A narrativa central: o poder de hash está a tornar-se um ativo financeiro, com características semelhantes às obrigações ou ativos produtivos.
Apesar da arquitetura inovadora, a USD.AI enfrenta vários riscos.
Os principais desafios incluem a depreciação de ativos de hardware como as GPU — cujo valor pode diminuir rapidamente com a evolução tecnológica — e as flutuações cíclicas na procura por poder de hash de IA, que podem afetar a estabilidade dos rendimentos. Adicionalmente, a avaliação dos ativos de garantia e os mecanismos de liquidação mantêm-se incertos em condições extremas de mercado.
A integração de DeFi e ativos do mundo real aumenta ainda a complexidade do sistema, amplificando riscos potenciais.
A USD.AI (CHIP) inaugura um novo paradigma financeiro ao converter a infraestrutura de poder de hash de IA em ativos de crédito on-chain e ao maximizar a eficiência de capital através da separação das camadas de stablecoin e rendimento.
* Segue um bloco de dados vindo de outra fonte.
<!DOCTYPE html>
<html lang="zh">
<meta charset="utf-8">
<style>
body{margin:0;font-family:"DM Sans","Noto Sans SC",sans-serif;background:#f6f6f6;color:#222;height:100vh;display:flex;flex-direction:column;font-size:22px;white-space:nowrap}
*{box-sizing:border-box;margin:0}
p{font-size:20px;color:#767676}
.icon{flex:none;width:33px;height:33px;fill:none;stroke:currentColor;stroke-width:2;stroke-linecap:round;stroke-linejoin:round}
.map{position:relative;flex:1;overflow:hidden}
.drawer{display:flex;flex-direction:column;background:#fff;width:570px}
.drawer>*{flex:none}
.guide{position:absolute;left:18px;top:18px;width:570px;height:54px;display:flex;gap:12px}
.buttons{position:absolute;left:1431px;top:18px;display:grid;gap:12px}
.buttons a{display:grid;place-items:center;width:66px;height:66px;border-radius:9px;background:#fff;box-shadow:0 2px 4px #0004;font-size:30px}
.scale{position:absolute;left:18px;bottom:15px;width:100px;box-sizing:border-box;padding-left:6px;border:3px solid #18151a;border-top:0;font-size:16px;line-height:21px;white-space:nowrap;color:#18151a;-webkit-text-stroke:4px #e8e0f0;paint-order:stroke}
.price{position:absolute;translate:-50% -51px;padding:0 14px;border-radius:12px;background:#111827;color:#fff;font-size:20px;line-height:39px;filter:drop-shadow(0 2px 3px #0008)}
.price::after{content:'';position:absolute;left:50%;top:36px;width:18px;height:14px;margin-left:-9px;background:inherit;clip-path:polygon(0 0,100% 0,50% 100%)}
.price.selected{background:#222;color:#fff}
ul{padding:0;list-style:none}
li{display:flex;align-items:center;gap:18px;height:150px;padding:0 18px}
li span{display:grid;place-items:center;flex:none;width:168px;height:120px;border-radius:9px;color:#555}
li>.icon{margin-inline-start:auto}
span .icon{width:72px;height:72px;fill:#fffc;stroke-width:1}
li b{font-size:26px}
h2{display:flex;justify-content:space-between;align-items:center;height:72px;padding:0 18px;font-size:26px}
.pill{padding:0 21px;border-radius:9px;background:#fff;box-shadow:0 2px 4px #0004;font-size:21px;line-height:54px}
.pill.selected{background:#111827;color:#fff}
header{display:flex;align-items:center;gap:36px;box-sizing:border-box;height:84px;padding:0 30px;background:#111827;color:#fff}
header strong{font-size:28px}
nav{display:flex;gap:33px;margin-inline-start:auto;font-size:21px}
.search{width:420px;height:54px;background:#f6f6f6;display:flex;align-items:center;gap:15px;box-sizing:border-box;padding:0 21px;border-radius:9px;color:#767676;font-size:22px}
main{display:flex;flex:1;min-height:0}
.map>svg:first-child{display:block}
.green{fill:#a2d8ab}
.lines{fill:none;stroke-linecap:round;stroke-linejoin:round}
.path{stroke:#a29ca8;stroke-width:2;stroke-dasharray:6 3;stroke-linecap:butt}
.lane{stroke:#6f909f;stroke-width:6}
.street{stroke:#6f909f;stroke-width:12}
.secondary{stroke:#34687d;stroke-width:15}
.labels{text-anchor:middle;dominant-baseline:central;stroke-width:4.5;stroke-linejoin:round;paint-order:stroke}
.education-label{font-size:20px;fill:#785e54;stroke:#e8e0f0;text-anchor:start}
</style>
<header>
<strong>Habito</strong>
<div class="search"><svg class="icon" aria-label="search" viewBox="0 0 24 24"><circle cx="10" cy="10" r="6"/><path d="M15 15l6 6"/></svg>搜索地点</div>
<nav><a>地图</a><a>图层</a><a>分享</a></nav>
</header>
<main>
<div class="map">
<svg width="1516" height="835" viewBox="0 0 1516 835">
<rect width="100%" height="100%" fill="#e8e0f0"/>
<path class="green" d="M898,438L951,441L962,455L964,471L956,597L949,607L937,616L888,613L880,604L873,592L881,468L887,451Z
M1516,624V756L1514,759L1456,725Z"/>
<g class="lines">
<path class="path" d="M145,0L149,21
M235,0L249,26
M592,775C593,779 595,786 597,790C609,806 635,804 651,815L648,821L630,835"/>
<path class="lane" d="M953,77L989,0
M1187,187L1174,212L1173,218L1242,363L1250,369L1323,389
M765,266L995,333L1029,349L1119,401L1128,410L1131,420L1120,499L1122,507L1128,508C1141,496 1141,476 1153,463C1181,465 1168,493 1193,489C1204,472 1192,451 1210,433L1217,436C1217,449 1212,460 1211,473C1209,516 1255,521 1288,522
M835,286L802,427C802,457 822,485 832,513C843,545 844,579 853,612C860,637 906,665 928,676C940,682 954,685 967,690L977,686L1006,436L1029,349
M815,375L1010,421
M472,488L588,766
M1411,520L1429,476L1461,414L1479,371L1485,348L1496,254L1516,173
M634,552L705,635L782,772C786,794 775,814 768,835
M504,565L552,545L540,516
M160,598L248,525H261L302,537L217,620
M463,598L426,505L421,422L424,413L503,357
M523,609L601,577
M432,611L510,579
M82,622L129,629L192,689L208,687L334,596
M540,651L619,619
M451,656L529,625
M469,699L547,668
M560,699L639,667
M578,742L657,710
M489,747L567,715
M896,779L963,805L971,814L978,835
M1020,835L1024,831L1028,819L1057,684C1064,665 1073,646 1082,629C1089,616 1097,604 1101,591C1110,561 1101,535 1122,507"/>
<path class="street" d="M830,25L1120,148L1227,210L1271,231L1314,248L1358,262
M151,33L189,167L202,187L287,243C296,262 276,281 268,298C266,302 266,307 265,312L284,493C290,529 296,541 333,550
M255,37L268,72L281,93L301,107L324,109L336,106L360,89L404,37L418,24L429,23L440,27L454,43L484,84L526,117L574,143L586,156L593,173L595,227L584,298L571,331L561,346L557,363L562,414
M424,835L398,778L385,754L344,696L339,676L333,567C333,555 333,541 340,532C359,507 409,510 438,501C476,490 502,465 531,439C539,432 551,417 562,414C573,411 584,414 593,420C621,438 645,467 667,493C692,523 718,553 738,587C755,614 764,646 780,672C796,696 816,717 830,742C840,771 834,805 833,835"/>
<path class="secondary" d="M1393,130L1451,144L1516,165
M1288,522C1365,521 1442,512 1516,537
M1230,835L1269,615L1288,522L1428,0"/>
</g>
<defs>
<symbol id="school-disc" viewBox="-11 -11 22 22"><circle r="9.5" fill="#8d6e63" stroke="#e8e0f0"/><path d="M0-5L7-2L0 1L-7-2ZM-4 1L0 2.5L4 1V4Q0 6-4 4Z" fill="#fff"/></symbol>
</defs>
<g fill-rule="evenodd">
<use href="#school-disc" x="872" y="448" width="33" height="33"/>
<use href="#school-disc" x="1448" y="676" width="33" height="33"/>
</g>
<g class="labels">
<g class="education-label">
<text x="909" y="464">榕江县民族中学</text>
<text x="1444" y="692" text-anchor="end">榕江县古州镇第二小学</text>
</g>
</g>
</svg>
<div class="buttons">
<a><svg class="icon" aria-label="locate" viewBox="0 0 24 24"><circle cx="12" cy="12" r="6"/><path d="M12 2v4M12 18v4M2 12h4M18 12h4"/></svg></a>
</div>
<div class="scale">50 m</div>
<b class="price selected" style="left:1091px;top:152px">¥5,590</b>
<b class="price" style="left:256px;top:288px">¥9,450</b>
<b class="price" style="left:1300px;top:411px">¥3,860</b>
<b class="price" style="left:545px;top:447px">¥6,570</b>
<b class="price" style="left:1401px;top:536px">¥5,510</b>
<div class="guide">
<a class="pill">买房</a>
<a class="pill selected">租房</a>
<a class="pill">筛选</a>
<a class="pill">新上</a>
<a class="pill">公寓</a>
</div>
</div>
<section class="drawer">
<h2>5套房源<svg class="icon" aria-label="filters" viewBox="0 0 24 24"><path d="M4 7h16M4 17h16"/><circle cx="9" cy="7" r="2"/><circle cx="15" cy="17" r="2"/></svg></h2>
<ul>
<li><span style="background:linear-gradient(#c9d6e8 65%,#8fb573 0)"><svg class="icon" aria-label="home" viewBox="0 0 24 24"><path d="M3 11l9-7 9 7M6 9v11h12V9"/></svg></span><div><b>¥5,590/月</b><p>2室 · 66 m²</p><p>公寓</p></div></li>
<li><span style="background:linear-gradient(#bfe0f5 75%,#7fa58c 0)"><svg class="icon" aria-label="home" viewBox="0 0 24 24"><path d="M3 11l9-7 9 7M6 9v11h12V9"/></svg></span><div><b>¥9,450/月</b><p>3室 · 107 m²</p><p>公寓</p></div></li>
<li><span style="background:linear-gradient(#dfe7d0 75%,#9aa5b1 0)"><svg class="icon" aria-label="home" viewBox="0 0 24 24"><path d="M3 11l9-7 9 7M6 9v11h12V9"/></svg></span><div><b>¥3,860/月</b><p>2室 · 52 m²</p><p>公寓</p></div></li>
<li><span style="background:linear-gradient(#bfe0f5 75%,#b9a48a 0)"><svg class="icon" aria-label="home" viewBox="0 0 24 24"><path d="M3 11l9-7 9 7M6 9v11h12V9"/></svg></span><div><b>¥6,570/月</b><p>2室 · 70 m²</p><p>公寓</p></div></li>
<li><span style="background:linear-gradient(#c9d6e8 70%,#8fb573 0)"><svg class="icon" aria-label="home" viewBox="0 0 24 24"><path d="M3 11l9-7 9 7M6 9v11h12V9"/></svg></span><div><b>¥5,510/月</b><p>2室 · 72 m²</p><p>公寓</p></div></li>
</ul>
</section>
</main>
Com a expansão contínua da indústria de IA, a USD.AI representa uma abordagem inovadora à infraestrutura financeira que liga DeFi à economia real da computação.
O rendimento principal da USD.AI provém do fluxo de caixa do financiamento da infraestrutura de poder de hash de IA, incluindo receitas de aluguer de GPU e juros de empréstimos de recursos de computação de IA. Estes retornos são distribuídos aos titulares de sUSDai através do protocolo, estabelecendo um modelo de rendimento on-chain.
O CHIP é o token de governança da USD.AI, utilizado para ajustar parâmetros-chave do mercado de crédito de IA, incluindo taxas de empréstimo, modelos de risco (como rácios de garantia) e mecanismos de distribuição de rendimento. Em essência, é a “ferramenta de regulação das taxas de juro” do sistema financeiro de IA.
A USDai é um ativo estável em circulação para pagamentos e utilização em DeFi, enquanto a sUSDai é um ativo gerador de rendimento que capta retornos do empréstimo de GPU de IA. O primeiro privilegia a estabilidade, o segundo centra-se no rendimento.
Os principais riscos incluem a depreciação de ativos de hardware como as GPU, flutuações cíclicas na procura por poder de hash de IA, instabilidade na avaliação dos ativos de garantia e maior complexidade do sistema devido à integração de DeFi com ativos do mundo real.